A poesia está guardada nas palavras — é tudo que
Eu sei.
Meu fado é o de não saber quase tudo.
Sobre o nada eu tenho profundidades.
Não tenho conexões com a realidade.
Poderoso para mim não é aquele que descobre outro.
Para mim poderoso é aquele que descobre as
Insignificâncias (do mundo e as nossas).
Por essa pequena sentença me elogiaram de imbecil.
Fiquei emocionado e chorei.
Sou fraco para elogios.[1][1] Manoel de Barros – Poema. In: Meu quintal é maior do que o mundo. Antologia, p.125
A vida vivida e a obra tecida
Marion Blackett nasce em 01 de fevereiro de 1900 em uma família com traços de nobreza e importância social na Inglaterra. Há um mito de que essa nobreza seria só por parte de mãe, mas isso não é condizente com a verdade. O pai de Milner, segundo Emma Letley[1] (2014), também teria tintas aristocráticas.
A vida financeira dos Blacketts, no entanto, não é exatamente um sucesso. O pai de Milner, Arthur, não era um homem especialmente dotado para a vida prática e não tinha grandes afinidades com o mundo comercial, o que levou a família — que não era pequena — a ter sérios problemas financeiros, acarretando uma série de mudanças de residência, a despeito da posição aristocrática.
Em decorrência dos problemas financeiros, mudam-se para uma cidade pequena e a Senhorita. Blackett começa a trabalhar. Seu primeiro trabalho remunerado foi dar aulas para um menino canadense com dificuldades de aprendizagem. Questões relacionadas ao aprendizado sempre foram uma preocupação forte para ela, que questionava profundamente os métodos pedagógicos utilizados na Inglaterra. A Senhorita. Blackett não concebe uma metodologia que não envolva a beleza. Ela começa por inovar, ao perceber que, fechada em uma sala, não conseguirá despertar o interesse de seu aluno e o leva para passear em um parque. Logo descobre que outras pessoas também questionavam o modelo pedagógico tradicional e encontra um grupo que compartilha dessas ideias.
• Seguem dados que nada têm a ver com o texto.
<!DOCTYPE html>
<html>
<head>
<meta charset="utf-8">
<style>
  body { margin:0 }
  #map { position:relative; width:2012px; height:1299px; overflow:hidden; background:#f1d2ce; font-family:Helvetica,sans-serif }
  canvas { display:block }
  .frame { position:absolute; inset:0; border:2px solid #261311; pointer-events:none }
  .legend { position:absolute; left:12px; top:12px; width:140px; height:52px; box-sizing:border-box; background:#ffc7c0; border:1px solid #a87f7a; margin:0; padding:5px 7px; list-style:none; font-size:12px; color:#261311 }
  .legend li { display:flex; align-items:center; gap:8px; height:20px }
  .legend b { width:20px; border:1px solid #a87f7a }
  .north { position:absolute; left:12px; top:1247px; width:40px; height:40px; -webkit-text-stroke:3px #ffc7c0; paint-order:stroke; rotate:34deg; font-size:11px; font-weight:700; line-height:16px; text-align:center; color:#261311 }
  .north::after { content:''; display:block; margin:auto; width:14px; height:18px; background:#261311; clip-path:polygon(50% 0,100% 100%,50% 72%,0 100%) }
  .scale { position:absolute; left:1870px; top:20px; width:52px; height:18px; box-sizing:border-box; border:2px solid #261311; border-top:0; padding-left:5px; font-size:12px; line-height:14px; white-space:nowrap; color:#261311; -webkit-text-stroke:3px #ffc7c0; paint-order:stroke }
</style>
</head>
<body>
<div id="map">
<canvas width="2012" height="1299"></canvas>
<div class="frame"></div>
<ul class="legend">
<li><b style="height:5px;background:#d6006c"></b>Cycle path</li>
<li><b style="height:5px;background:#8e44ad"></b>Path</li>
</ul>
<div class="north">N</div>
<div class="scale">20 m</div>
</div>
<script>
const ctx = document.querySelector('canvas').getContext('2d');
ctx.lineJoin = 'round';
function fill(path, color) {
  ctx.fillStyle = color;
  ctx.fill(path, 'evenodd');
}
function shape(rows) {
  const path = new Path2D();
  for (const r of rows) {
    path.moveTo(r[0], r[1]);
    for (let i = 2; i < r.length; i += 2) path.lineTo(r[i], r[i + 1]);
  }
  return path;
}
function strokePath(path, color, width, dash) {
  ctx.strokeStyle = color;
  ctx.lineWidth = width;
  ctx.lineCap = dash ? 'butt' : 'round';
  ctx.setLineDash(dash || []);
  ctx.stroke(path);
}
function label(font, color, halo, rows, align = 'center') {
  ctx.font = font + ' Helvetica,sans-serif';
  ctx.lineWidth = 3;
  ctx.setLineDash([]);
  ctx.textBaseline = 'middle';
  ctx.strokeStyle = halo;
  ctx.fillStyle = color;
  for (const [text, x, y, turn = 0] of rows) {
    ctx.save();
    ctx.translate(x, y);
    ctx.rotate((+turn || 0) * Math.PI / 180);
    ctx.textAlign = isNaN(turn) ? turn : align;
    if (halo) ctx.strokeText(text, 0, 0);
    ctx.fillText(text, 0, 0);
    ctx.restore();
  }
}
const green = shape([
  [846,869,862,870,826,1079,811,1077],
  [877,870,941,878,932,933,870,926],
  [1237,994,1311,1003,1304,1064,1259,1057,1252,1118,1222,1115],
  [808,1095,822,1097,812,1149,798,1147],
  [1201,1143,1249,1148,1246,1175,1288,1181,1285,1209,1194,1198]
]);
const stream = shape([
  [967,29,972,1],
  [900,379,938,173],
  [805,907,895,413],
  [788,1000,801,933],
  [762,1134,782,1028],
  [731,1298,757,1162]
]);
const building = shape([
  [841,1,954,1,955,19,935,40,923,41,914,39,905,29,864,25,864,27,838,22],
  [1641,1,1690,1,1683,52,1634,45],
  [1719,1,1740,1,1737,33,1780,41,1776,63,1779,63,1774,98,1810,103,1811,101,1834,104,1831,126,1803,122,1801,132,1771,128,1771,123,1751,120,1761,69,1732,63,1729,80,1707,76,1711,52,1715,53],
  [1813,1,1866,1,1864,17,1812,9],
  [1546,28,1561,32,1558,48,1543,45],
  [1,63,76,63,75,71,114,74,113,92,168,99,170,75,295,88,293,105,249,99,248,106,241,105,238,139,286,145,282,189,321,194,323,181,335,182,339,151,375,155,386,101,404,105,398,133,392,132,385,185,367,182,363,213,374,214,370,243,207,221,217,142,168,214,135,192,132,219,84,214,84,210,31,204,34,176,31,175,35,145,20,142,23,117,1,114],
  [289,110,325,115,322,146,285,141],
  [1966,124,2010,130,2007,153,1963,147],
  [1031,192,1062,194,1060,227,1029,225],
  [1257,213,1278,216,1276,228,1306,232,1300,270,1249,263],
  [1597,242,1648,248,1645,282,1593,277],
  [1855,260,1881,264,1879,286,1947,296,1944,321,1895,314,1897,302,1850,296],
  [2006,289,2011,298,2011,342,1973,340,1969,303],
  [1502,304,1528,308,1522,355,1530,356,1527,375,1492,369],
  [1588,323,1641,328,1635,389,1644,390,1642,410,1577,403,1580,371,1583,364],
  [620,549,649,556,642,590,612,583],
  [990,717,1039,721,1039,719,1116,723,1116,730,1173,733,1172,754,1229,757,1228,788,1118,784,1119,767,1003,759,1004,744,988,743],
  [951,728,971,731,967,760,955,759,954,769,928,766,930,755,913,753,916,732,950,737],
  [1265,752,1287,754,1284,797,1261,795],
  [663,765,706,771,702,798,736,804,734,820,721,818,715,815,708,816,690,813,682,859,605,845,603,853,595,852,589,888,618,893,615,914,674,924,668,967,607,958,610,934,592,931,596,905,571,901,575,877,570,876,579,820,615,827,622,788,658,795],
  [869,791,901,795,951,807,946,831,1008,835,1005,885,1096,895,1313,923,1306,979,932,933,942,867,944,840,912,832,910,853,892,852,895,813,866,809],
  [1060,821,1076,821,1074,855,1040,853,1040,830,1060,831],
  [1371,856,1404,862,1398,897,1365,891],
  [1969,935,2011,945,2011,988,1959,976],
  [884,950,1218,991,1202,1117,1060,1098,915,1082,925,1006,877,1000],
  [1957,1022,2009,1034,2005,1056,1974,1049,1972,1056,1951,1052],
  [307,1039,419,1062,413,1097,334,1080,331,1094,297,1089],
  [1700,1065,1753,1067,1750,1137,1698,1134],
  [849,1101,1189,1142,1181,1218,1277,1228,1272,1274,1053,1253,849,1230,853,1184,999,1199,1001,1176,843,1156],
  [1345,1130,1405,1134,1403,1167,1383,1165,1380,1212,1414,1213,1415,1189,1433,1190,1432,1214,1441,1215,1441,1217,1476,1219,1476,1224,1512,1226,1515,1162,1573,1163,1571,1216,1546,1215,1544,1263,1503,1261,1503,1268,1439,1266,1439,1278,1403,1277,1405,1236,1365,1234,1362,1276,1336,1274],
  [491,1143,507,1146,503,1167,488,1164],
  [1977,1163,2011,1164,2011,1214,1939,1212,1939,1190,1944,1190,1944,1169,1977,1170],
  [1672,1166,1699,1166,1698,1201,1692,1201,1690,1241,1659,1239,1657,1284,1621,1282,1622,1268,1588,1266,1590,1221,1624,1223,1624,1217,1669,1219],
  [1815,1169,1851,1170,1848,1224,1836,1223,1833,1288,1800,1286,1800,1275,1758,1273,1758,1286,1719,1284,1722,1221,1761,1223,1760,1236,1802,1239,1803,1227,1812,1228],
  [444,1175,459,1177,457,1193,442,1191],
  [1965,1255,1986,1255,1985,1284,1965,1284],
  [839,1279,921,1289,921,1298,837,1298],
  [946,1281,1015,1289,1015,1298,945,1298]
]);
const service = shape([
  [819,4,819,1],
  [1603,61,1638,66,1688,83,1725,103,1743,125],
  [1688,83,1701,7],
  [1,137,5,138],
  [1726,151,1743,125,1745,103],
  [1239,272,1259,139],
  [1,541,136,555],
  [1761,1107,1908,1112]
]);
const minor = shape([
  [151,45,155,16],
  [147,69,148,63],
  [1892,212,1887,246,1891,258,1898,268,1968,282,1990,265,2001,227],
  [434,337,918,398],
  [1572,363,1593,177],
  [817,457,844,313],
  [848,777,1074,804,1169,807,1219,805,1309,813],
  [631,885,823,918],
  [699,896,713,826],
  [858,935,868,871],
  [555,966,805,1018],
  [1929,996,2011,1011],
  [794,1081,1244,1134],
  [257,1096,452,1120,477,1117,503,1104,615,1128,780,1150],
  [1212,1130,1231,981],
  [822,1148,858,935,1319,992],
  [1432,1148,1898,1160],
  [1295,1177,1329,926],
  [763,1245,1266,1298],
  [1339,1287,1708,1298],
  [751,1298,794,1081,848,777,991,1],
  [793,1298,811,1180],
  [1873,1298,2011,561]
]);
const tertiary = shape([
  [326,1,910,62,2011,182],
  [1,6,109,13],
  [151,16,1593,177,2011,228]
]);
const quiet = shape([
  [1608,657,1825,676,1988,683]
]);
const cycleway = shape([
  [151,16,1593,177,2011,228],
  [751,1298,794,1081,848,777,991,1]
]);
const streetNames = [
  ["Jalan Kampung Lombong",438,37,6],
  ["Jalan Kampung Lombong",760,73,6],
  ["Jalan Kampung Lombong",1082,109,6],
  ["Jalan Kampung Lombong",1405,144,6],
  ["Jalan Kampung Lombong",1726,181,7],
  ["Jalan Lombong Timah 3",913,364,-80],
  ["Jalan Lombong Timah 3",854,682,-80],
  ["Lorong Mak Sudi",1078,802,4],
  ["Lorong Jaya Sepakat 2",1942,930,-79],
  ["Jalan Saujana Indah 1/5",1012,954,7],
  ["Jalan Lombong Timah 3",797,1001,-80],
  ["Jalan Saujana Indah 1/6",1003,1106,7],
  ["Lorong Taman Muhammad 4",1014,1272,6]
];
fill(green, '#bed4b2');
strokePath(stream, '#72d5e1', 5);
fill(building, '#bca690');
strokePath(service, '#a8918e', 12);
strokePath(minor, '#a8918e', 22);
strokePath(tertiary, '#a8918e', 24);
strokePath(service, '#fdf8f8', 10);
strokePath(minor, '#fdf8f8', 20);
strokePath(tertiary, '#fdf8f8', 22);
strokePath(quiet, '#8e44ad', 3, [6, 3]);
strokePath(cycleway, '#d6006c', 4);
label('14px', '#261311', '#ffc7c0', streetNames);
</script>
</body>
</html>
A senhorita Blackett inicia muito cedo o hábito de escrever diários, mas diários que registram memórias e impressões estéticas que tocavam o si mesmo. Muitos desses diários se transformaram em livros, que tiveram alguma repercussão na Inglaterra. Escreveu alguns de seus livros, inicialmente, sob o pseudônimo de Joanna Field, os quais, ao serem reeditados, constavam os dois nomes. O primeiro desses diários foi A Life of One’s Own, título inspirado no livro de Virginia Woolf: A room of one’s own. (Sendo que o de Virginia foi publicado em 1929 e o de Field em 1934).
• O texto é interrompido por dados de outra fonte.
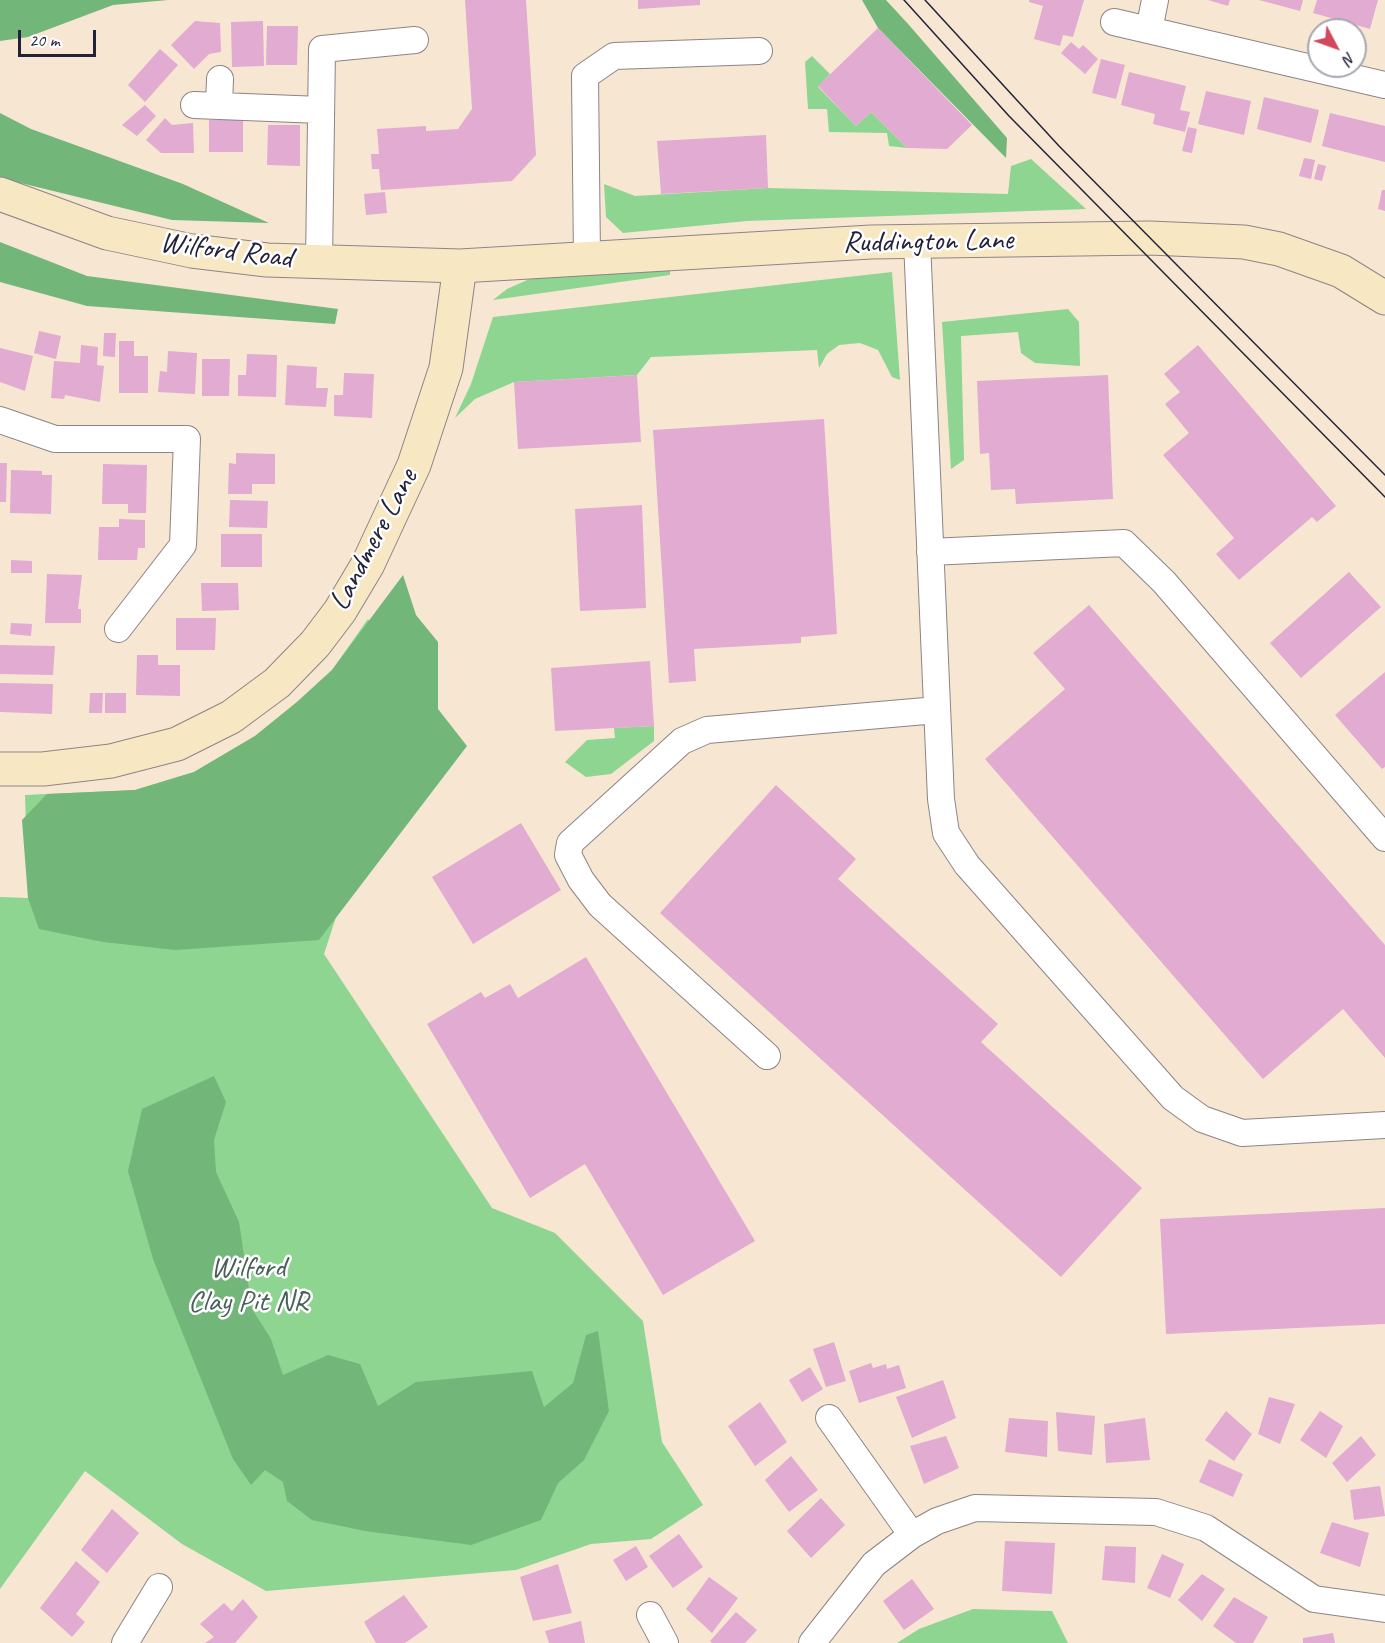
<!DOCTYPE html>
<style>
body{margin:0}
#map{position:relative;width:1385px;height:1643px;overflow:hidden;background:#f7e7d2;font-family:Caveat,sans-serif}
canvas{display:block}
.north{position:absolute;left:1307px;top:18px;width:60px;height:60px;box-sizing:border-box;background:#fff;border:2px solid #a7a7b1;border-radius:50%;rotate:131deg;font-size:16px;font-weight:700;line-height:24px;text-align:center;color:#22223b}
.north::after{content:'';display:block;margin:auto;width:21px;height:27px;background:#d1495b;clip-path:polygon(50% 0,100% 100%,50% 72%,0 100%)}
.scale{position:absolute;left:18px;top:30px;width:78px;height:27px;box-sizing:border-box;border:3px solid #22223b;border-top:0;padding-left:8px;font-size:18px;line-height:21px;white-space:nowrap;color:#22223b;-webkit-text-stroke:4px #fff;paint-order:stroke}
</style>
<div id="map">
<canvas width="1385" height="1643"></canvas>
<div class="north">N</div>
<div class="scale">20 m</div>
</div>
<script>
const ctx = document.querySelector('canvas').getContext('2d');
ctx.lineJoin = 'round';
function fill(path, color) {
  ctx.fillStyle = color;
  ctx.fill(path, 'evenodd');
}
function shape(rows) {
  const path = new Path2D();
  for (const r of rows) {
    path.moveTo(r[0], r[1]);
    for (let i = 2; i < r.length; i += 2) path.lineTo(r[i], r[i + 1]);
  }
  return path;
}
function strokePath(path, color, width, dash) {
  ctx.strokeStyle = color;
  ctx.lineWidth = width;
  ctx.lineCap = dash ? 'butt' : 'round';
  ctx.setLineDash(dash || []);
  ctx.stroke(path);
}
function drawText(font, color, halo, rows, align = 'center') {
  ctx.font = font + ' Caveat,sans-serif';
  ctx.lineWidth = 5;
  ctx.setLineDash([]);
  ctx.textBaseline = 'middle';
  ctx.strokeStyle = halo;
  ctx.fillStyle = color;
  for (const [text, x, y, turn = 0] of rows) {
    ctx.save();
    ctx.translate(x, y);
    ctx.rotate((+turn || 0) * Math.PI / 180);
    ctx.textAlign = isNaN(turn) ? turn : align;
    if (halo) ctx.strokeText(text, 0, 0);
    ctx.fillText(text, 0, 0);
    ctx.restore();
  }
}
fill(shape([
 [812,56,830,74,818,87,856,126,871,112,907,148,889,146,887,133,829,132,827,109,808,109,805,62],
 [1031,159,1086,209,747,221,623,233,606,217,604,184,635,196,768,188,1008,194,1011,166],
 [670,269,670,275,493,300,507,289,534,277],
 [892,272,900,380,892,377,878,350,860,343,839,345,827,354,819,368,817,350,651,357,637,375,514,382,475,399,455,418,471,384,493,317],
 [1068,309,1079,322,1080,366,1035,363,1021,353,1018,332,961,336,964,460,951,469,942,322],
 [368,619,455,761,337,914,324,954,492,1208,555,1233,643,1321,662,1442,703,1505,651,1539,591,1544,516,1570,266,1591,182,1544,85,1471,0,1589,0,897,28,898,25,795,135,790,194,772,255,736,297,702,332,670],
 [654,726,654,741,611,774,586,777,565,762,587,740,615,738,614,728],
 [973,1609,1052,1611,1068,1643,897,1643,919,1629]
]), '#8dd590');
fill(shape([
 [0,0,168,0,113,5,28,37,0,41],
 [862,0,886,0,909,25,1007,138,1006,158,878,28],
 [0,113,31,129,183,184,269,223,172,220,4,179,0,177],
 [0,242,87,276,338,309,335,324,87,306,0,282],
 [403,575,416,615,438,642,438,709,467,746,319,940,175,950,103,942,39,929,28,898,22,820,47,794,135,790,194,772,255,736,297,702,332,670],
 [214,1076,226,1102,214,1140,216,1172,239,1222,252,1309,271,1339,283,1375,328,1355,360,1364,378,1406,416,1382,532,1371,544,1407,573,1383,586,1335,598,1331,609,1411,584,1460,558,1483,541,1520,471,1545,365,1531,312,1520,287,1501,283,1482,265,1470,251,1485,233,1459,153,1259,128,1171,142,1109]
]), '#72b67a');
fill(shape([
 [465,0,526,0,536,155,512,181,381,190,379,169,372,169,371,154,379,154,377,129,426,126,426,131,458,129,472,109],
 [638,0,700,0,700,5,638,9],
 [1029,0,1084,0,1073,37,1063,35,1060,46,1034,39,1043,6,1029,2],
 [1208,0,1230,0,1228,6],
 [1259,0,1303,0,1300,11],
 [1317,0,1378,0,1370,29,1313,13],
 [195,21,220,23,221,52,209,54,194,69,171,45],
 [263,21,264,66,232,67,231,22],
 [267,26,298,26,297,65,266,65],
 [878,28,972,125,947,149,907,148,871,112,856,126,818,86],
 [1071,42,1079,49,1083,45,1098,59,1085,74,1061,53],
 [160,49,178,65,145,102,128,85],
 [1101,59,1125,65,1116,99,1092,93],
 [1129,72,1186,86,1180,110,1190,112,1185,132,1153,124,1155,114,1121,105],
 [1206,91,1251,101,1244,135,1198,124],
 [1264,97,1319,110,1311,143,1257,129],
 [145,105,156,116,137,136,122,125],
 [1330,113,1385,126,1385,162,1322,146],
 [165,118,172,125,193,123,194,153,161,153,146,140],
 [209,120,243,120,243,152,209,152],
 [268,125,300,125,300,166,267,165],
 [1188,127,1197,129,1192,153,1182,151],
 [766,135,768,188,661,194,657,141],
 [1304,158,1315,160,1311,179,1299,176],
 [1318,164,1326,166,1322,181,1314,179],
 [1382,190,1385,190,1385,211,1378,209],
 [385,192,387,213,366,215,364,194],
 [39,331,61,336,56,359,34,353],
 [104,333,116,333,115,357,103,356],
 [119,341,134,341,134,356,148,356,148,393,119,393],
 [81,345,98,347,97,365,104,366,100,402,65,395,64,399,51,398,54,361,80,363],
 [1198,345,1336,506,1317,522,1312,517,1239,580,1216,554,1234,538,1163,455,1189,433,1165,404,1180,392,1164,374],
 [0,348,33,356,25,391,0,382],
 [168,351,197,353,195,394,158,392,160,371,167,372],
 [247,354,277,355,276,397,238,396,238,375,246,375],
 [202,359,230,359,229,396,202,396],
 [287,365,317,367,316,388,328,388,326,407,285,405],
 [344,373,374,374,372,418,334,416,334,395,343,395],
 [637,375,641,442,518,449,514,382],
 [1108,375,1113,499,1016,504,1015,489,991,490,989,453,980,454,977,381],
 [824,419,837,634,801,637,801,643,694,649,696,681,669,683,653,430],
 [236,453,275,454,275,484,252,484,252,494,228,494,229,463,236,464],
 [0,463,7,463,6,502,0,502],
 [103,464,147,465,146,513,128,513,128,504,102,504],
 [11,470,42,471,42,475,52,475,51,514,10,513],
 [230,500,268,501,267,528,229,527],
 [642,505,646,608,580,611,575,509],
 [119,519,145,520,145,548,138,548,137,560,98,560,99,527,119,527],
 [221,534,262,534,262,567,221,567],
 [11,560,32,561,32,573,11,573],
 [1349,572,1381,607,1301,678,1270,643],
 [47,574,82,575,78,609,81,609,81,623,45,623],
 [201,583,238,583,239,610,202,611],
 [1089,605,1385,945,1385,1058,1343,1009,1263,1079,985,759,1065,689,1033,653],
 [176,618,216,618,215,650,176,650],
 [11,623,32,624,31,636,10,634],
 [0,645,55,646,53,675,0,674],
 [137,655,158,655,158,665,180,665,180,696,136,695],
 [650,661,654,726,555,731,551,668],
 [1385,672,1385,767,1382,769,1335,715],
 [0,683,53,684,52,714,0,712],
 [90,693,103,693,102,713,89,713],
 [105,693,126,693,126,713,105,713],
 [776,785,856,859,838,879,998,1024,981,1042,1142,1188,1061,1277,660,913],
 [521,823,561,890,473,944,432,877],
 [586,957,755,1241,663,1295,585,1164,530,1198,427,1024,481,992,485,998,510,984,518,998],
 [1385,1208,1385,1324,1166,1334,1160,1219],
 [834,1342,846,1381,826,1387,813,1349],
 [871,1363,873,1368,886,1364,887,1369,899,1365,906,1388,859,1403,849,1371],
 [810,1367,823,1389,802,1402,789,1380],
 [943,1380,956,1418,912,1438,896,1397],
 [1269,1397,1295,1404,1280,1444,1258,1434],
 [760,1402,787,1442,755,1466,728,1426],
 [1226,1411,1252,1434,1234,1461,1205,1440],
 [1320,1411,1343,1426,1326,1458,1300,1440],
 [1056,1412,1095,1416,1092,1455,1058,1451],
 [1009,1418,1048,1421,1047,1457,1005,1452],
 [1145,1418,1150,1460,1106,1463,1104,1424],
 [946,1436,959,1468,924,1484,910,1446],
 [1361,1436,1376,1455,1347,1482,1332,1463],
 [791,1456,818,1490,789,1512,765,1480],
 [1209,1459,1243,1474,1233,1497,1199,1482],
 [1380,1486,1385,1516,1354,1520,1350,1490],
 [821,1498,845,1525,811,1558,787,1531],
 [112,1509,139,1533,107,1573,81,1550],
 [1332,1522,1369,1533,1360,1567,1320,1553],
 [679,1534,703,1567,673,1588,649,1556],
 [1005,1541,1055,1543,1052,1594,1002,1591],
 [636,1546,648,1567,626,1581,613,1560],
 [1105,1546,1136,1547,1135,1583,1102,1580],
 [1162,1554,1184,1564,1170,1598,1147,1588],
 [76,1561,100,1582,76,1614,85,1622,72,1637,40,1608],
 [558,1564,572,1613,533,1621,520,1577],
 [1202,1574,1225,1589,1202,1621,1178,1600],
 [709,1577,738,1598,712,1633,686,1609],
 [912,1579,934,1609,904,1630,883,1601],
 [404,1595,428,1627,405,1643,376,1643,364,1622],
 [1234,1597,1268,1617,1253,1643,1236,1643,1213,1626],
 [243,1599,258,1617,235,1643,205,1643,214,1637,200,1624,224,1603,232,1611],
 [736,1612,757,1630,745,1643,712,1643,710,1641],
 [581,1621,585,1643,549,1643,545,1631],
 [1333,1633,1335,1643,1303,1643,1303,1638]
]), '#e1abd2');
const street = shape([
 [1114,22,1385,85],
 [1149,30,1155,0],
 [194,105,321,110],
 [219,106,220,79],
 [917,241,941,799,946,833,967,865,1173,1098,1202,1119,1242,1133,1385,1125],
 [587,258,585,76,614,56,759,51],
 [319,262,322,49,415,40],
 [0,420,55,439,187,439,183,545,118,629],
 [930,552,1124,543,1164,582,1385,838],
 [767,1056,600,905,581,880,568,855,570,843,682,741,707,730,937,710],
 [829,1418,912,1535],
 [650,1615,665,1643],
 [125,1643,159,1587],
 [812,1643,874,1564,912,1535,937,1521,975,1508,1156,1512,1206,1528,1314,1599,1385,1609]
]);
const secondary = shape([
 [0,194,107,233,192,251,267,260,460,266,871,242,1150,238,1244,242,1279,249,1341,271,1385,298],
 [0,769,43,769,111,761,177,744,231,717,277,683,315,644,340,611,368,564,414,465,446,368,460,266]
]);
strokePath(street, '#8c8486', 28);
strokePath(secondary, '#8c8486', 35);
strokePath(street, '#fff', 26);
strokePath(secondary, '#f7e8c3', 33);
strokePath(shape([
 [904,0,1009,116,1385,497],
 [925,0,1059,146,1385,475]
]), '#22223b', 1.5);
drawText('30px', '#22223b', '#fff', [
 ["Ruddington Lane",928,242,-1],
 ["Wilford Road",226,251,7],
 ["Landmere Lane",374,540,-62]
]);
drawText('30px', '#476159', '#fff', [
 ["Wilford",248,1268],
 ["Clay Pit NR",248,1302]
]);
</script>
A Senhorita Blackett vivia períodos de profunda transformação e angústias intensas ao iniciar a escrita deste diário. O que mais impressiona é a honestidade com que expõe suas percepções. Descreve nesse diário o sentimento de ausência e falta de sentido no qual sua vida estava submersa. Descreve como ela consegue apesar do intenso sofrimento e vivências dolorosas, emergir mais integrada e mais em um contato verdadeiro consigo mesma. Diferentemente de Winnicott, ela deixa vastas estradas abertas para podermos acessar sua vida privada, sua história e sua vida emocional. Sem pudor, ela em vários momentos escreve e nos relata sua luta, suas influências e suas buscas, como nesse pequeno trecho do livro A life of One’s Own, quando podemos sentir sua dor e seu desespero: “Intenções superficiais se acumulavam em um fardo de metas não alcançáveis, de modo que segui minha trilha com o peso do fracasso apesar de “ambicionar sempre querer fazer” algo mais”. [2]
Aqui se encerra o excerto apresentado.